Nata in Nigeria e con gli anni trasferitasi negli Stati Uniti, classe 1977, Adichie è oramai riconosciuta a livello globale come una scrittrice di grande bravura, definita dal Times, nel 2015, tra le persone più influenti al mondo, autrice di romanzi, saggi e racconti, oltre che essere un’attivista per la parità di genere e grande testimone di una cultura e di una storia a noi occidentali per lo più sconosciuta o difficile da interpretare: l’Africa.
“Many stories matter. Stories have been used to dispossess and to malign. But stories can also be used to empower, and to humanize. Stories can break the dignity of a people. But stories can also repair that broken dignity”.
Chimamanda Ngozi Adichie.
Ad essere sinceri la prima opera di Adichie che lessi fu Dovremmo tutti essere femministi, un pamphlet del 2015 che, riprendendo un discorso portato a TEDx, spiega, con esempi semplici e concreti, cosa si intende per femminismo nel XXI, perché il movimento femminista sia inclusivo e come dovremmo intendere questo pensiero, che si propone di lottare per ogni forma di discriminazione, non solo di genere. Ma la mia vera passione è nata questa estate quando ho letto Quella cosa intorno al collo, raccolta di racconti ambientati tra la Nigeria e gli Stati Uniti, continuando poi con Metà di un sole giallo, romanzo corale che racconta della nascita e morte dello stato del Biafra.
Adichie mi ha colpito, innanzitutto, per la sua sensibilità narrativa: crea e racconta di personaggi con i quali si empatizza, ricreando una psicologia così accurata e veritiera che a volte ci si chiede come possa una sola persona scrivere e dirigere così tanti punti di vista differenti, con storie di vita e valori così distanti tra loro. Se leggiamo Chimamanda, nel contesto delle lotte legate al movimento Black Lives Matter, non solo ci rendiamo conto della pluralità di opinioni che convivono nella comunità nera, ma anche delle dissonanze cognitive che incontrano i bianchi che cercano o credono di inserirsi nella suddetta comunità, così come delle meschinità e debolezze che sono, alla fine, insite nell’uomo, sia questo nero bianco o caffelatte.
“The real tragedy of our postcolonial world is not that the majority of people had no say in whether or not they wanted this new world; rather, it is that the majority have not been given the tools to negotiate this new world”.
Chimamanda Ngozi Adichie, tratto da Metà di un sole giallo.

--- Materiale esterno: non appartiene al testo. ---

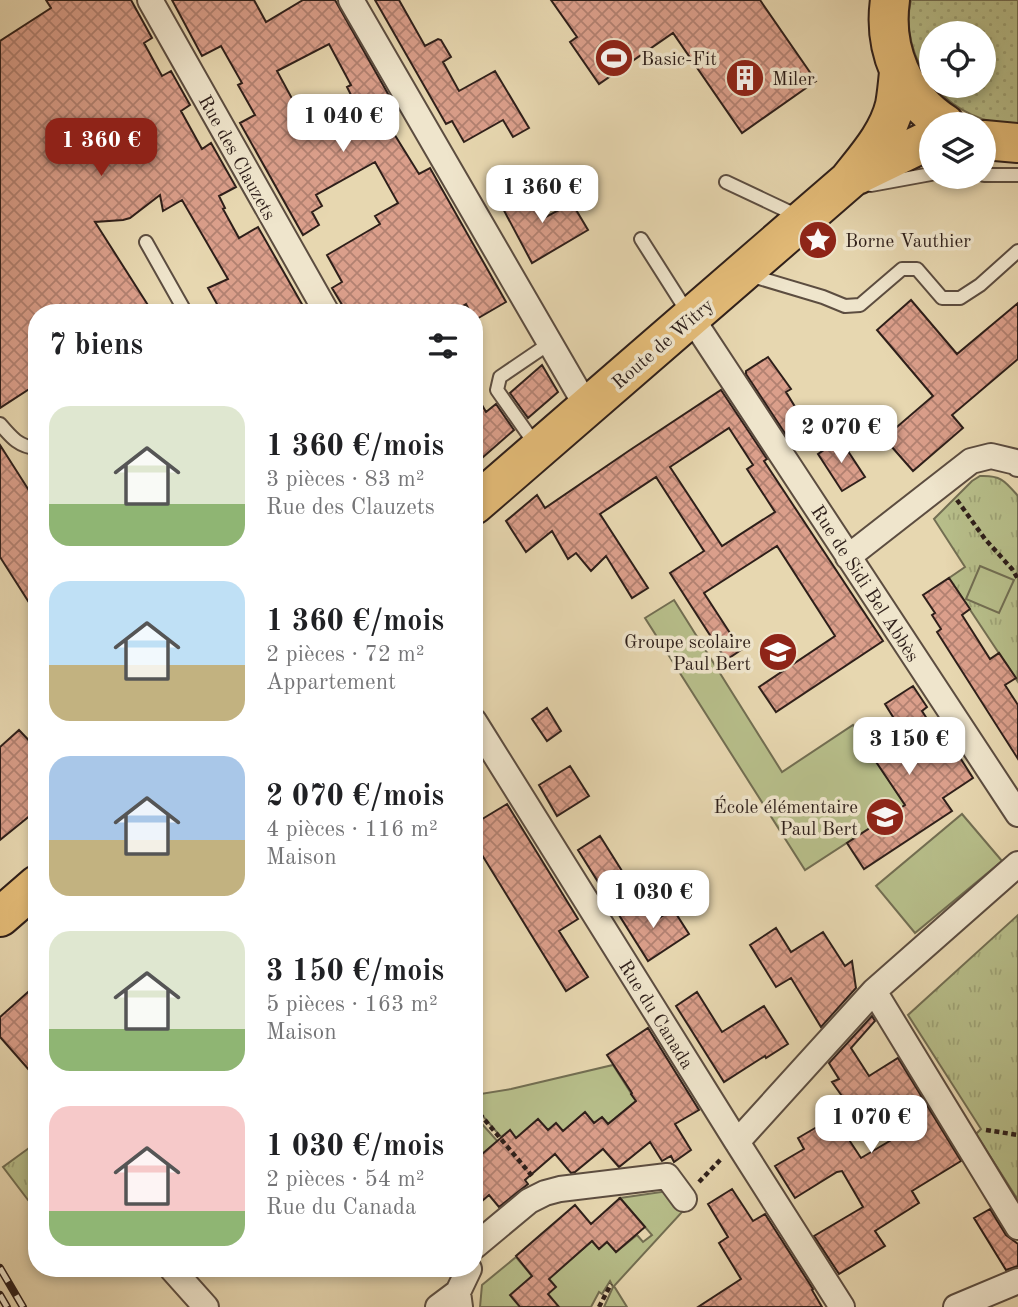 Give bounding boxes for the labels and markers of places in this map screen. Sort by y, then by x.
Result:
sports icon: Basic-Fit [593,37,635,79]
place label: Basic-Fit [641,51,717,70]
building icon: Miler [724,57,766,99]
place label: Miler [772,71,815,90]
pin: 1 040 € [278,94,408,154]
pin: 1 360 € [36,118,166,178]
pin: 1 360 € [477,166,607,225]
place icon: Borne Vauthier [797,219,839,261]
place label: Borne Vauthier [845,233,971,252]
pin: 2 070 € [776,406,906,465]
school or university icon: Groupe scolaire Paul Bert [757,631,799,673]
place label: Groupe scolaire Paul Bert [624,634,751,675]
pin: 3 150 € [844,718,974,777]
place label: École élémentaire Paul Bert [714,795,858,840]
school or university icon: École élémentaire Paul Bert [864,796,906,838]
pin: 1 030 € [588,870,718,930]
pin: 1 070 € [806,1096,936,1155] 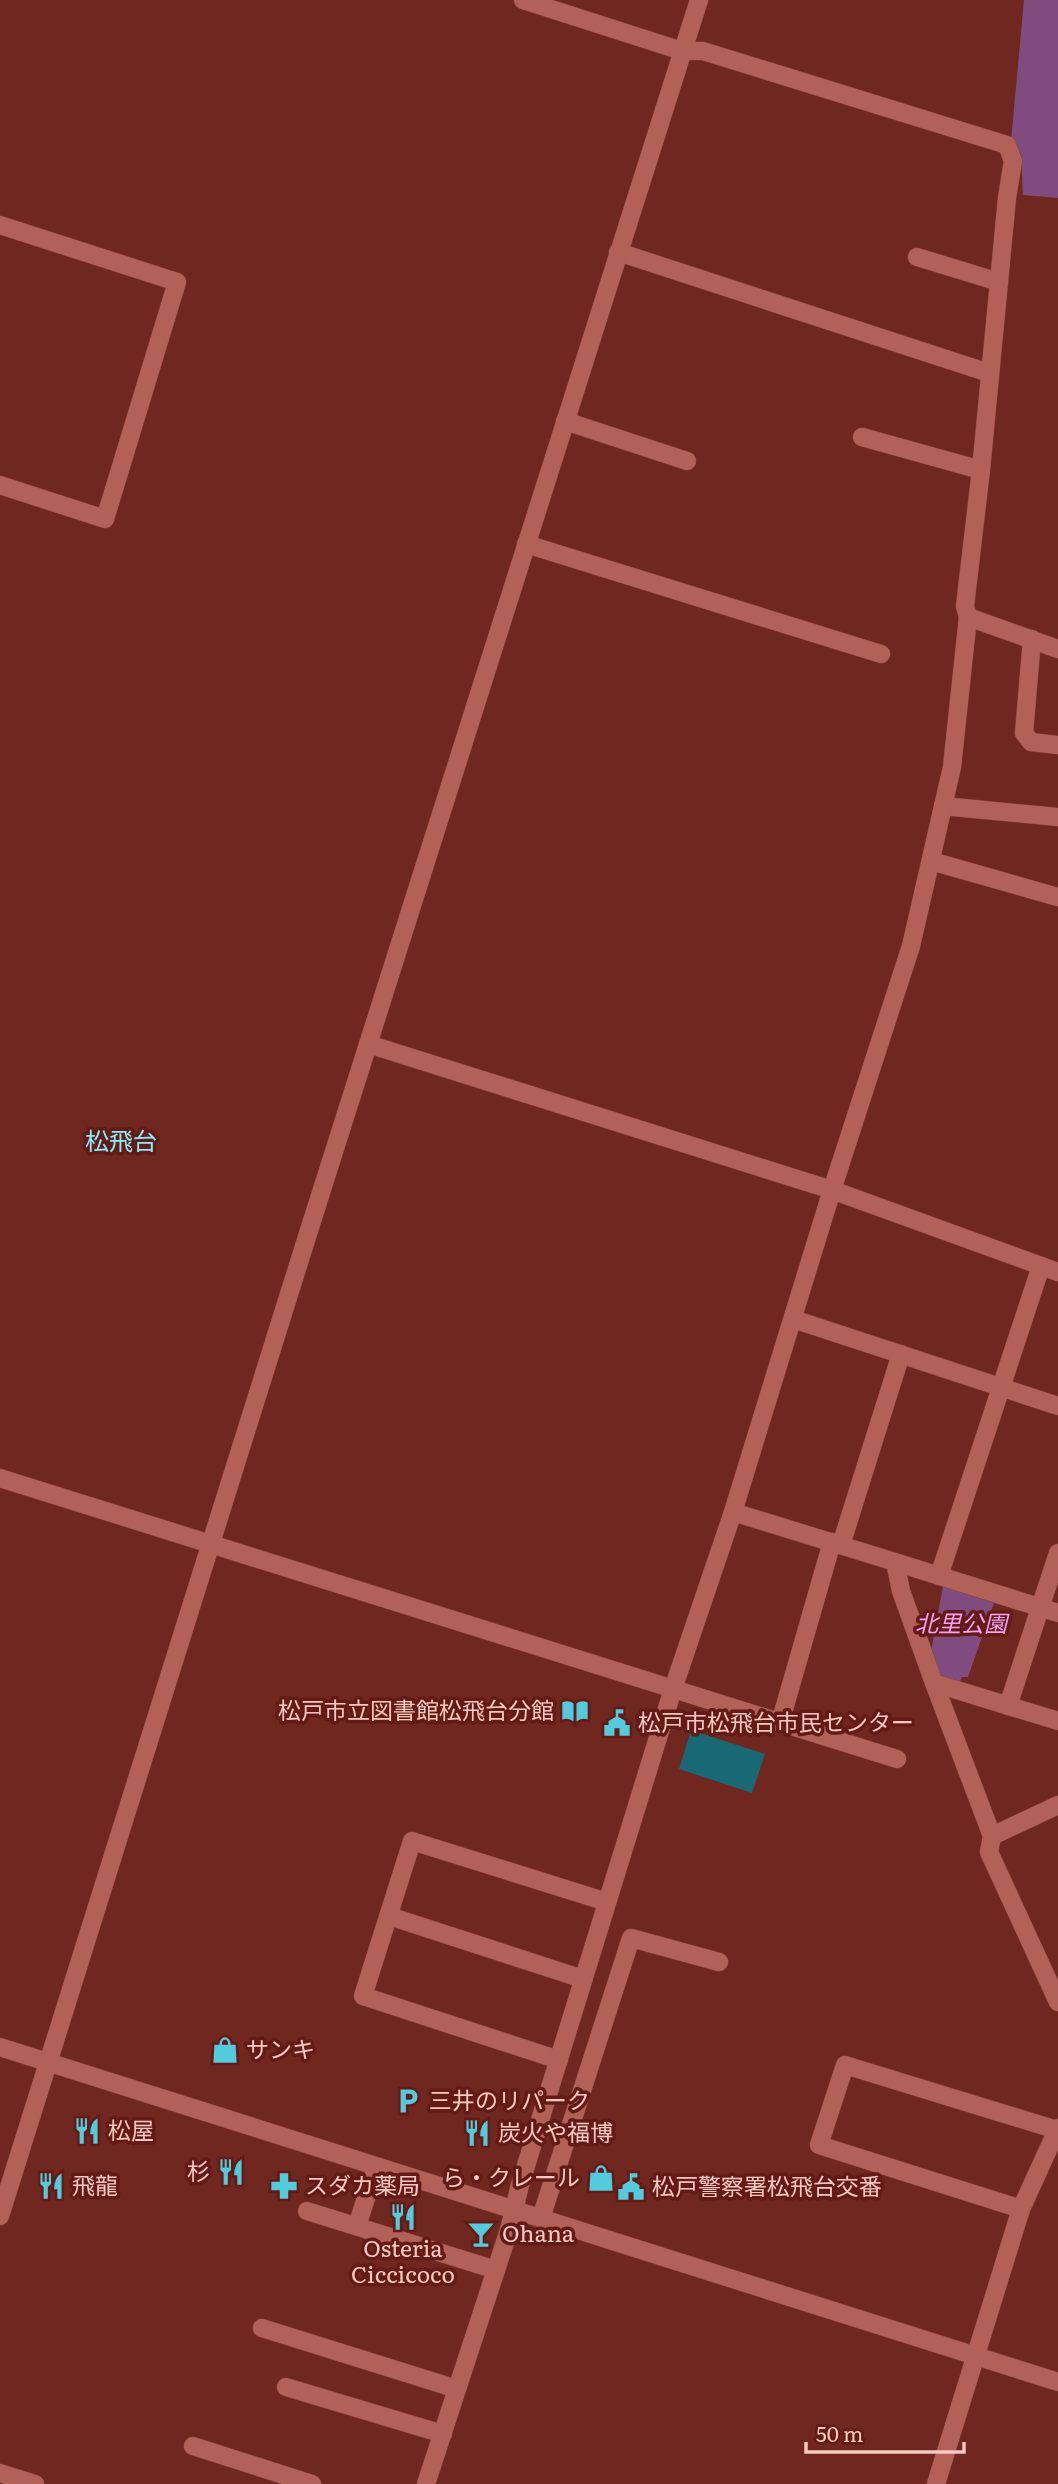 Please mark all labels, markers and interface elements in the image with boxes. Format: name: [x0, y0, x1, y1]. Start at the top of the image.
district label: 松飛台: [85, 1122, 157, 1157]
park label: 北里公園: [915, 1605, 1010, 1639]
place label: 松戸市立図書館松飛台分館: [278, 1692, 554, 1726]
library icon: 松戸市立図書館松飛台分館: [560, 1696, 590, 1726]
place label: 松戸市松飛台市民センター: [638, 1704, 914, 1738]
public building icon: 松戸市松飛台市民センター: [602, 1708, 632, 1738]
place label: サンキ: [246, 2031, 315, 2065]
shop icon: サンキ: [210, 2035, 240, 2065]
place label: 三井のリパーク: [429, 2082, 590, 2116]
parking icon: 三井のリパーク: [393, 2086, 423, 2116]
place label: 松屋: [108, 2112, 154, 2146]
place label: 炭火や福博: [498, 2114, 613, 2148]
restaurant icon: 松屋: [72, 2116, 102, 2146]
restaurant icon: 炭火や福博: [462, 2118, 492, 2148]
place label: 杉: [187, 2153, 210, 2187]
restaurant icon: 杉: [216, 2157, 246, 2187]
place label: ら・クレール: [442, 2159, 580, 2193]
shop icon: ら・クレール: [586, 2163, 616, 2193]
place label: 飛龍: [72, 2167, 118, 2201]
place label: スダカ薬局: [305, 2167, 420, 2201]
place label: 松戸警察署松飛台交番: [652, 2168, 882, 2202]
restaurant icon: 飛龍: [36, 2171, 66, 2201]
pharmacy icon: スダカ薬局: [269, 2171, 299, 2201]
public building icon: 松戸警察署松飛台交番: [616, 2172, 646, 2202]
restaurant icon: Osteria Ciccicoco: [388, 2202, 418, 2232]
place label: Ohana: [502, 2215, 575, 2249]
bar icon: Ohana: [466, 2219, 496, 2249]
place label: Osteria Ciccicoco: [351, 2230, 455, 2290]
scale bar: [806, 2410, 964, 2454]
text: 50 m: [816, 2417, 863, 2448]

Non solo, perché la bravura di Adichie sta nel descrivere con grande maestria il femminile e il maschile: analizza, da brava romanziera, i meandri della psicologia umana creando personaggi veritieri, che siano donne nere o uomini bianchi. Narra di ricche colonialiste stronze, ma anche di coloro che vengono esclusi dalla comunità, nonostante abbiano vissuto, sposato e lottato per la causa, narra del privilegio bianco, delle ingenuità e delle meschinità che il colonialista ha portato in Africa, narra del ruolo della donna e della società in Africa, dello strapotere dei più ricchi e del tribalismo che, invece, ancora oggi, è una realtà immutata nelle campagne, narra della difficoltà di chi emigra, del costante equilibrio che si ricerca tra la spinta verso un futuro migliore, ma spesso illusorio e la malinconia di un passato povero, ma spesso felice.
“You must never behave as if your life belongs to a man. Do you hear me?” Aunty Ifeka said. “Your life belongs to you and you alone”.
Chimamanda Ngozi Adichie, tratto da Metà di un sole giallo.
In una società in cui, ultimamente, impera la legge del “se sei bianco puoi scrivere esclusivamente storie di uomini bianchi e se sei maschio puoi scrivere esclusivamente storie di maschi” Chimamanda Ngozi Adichie ci dimostra che sono tutte cazzate: è possibile parlare e interpretare storie di vita altrui. L’unico vero criterio, infatti, non dovrebbe essere un apparato genitale e men che meno il colore della pelle, ma l’intelligenza, che, in effetti, non è una prerogativa di chiunque.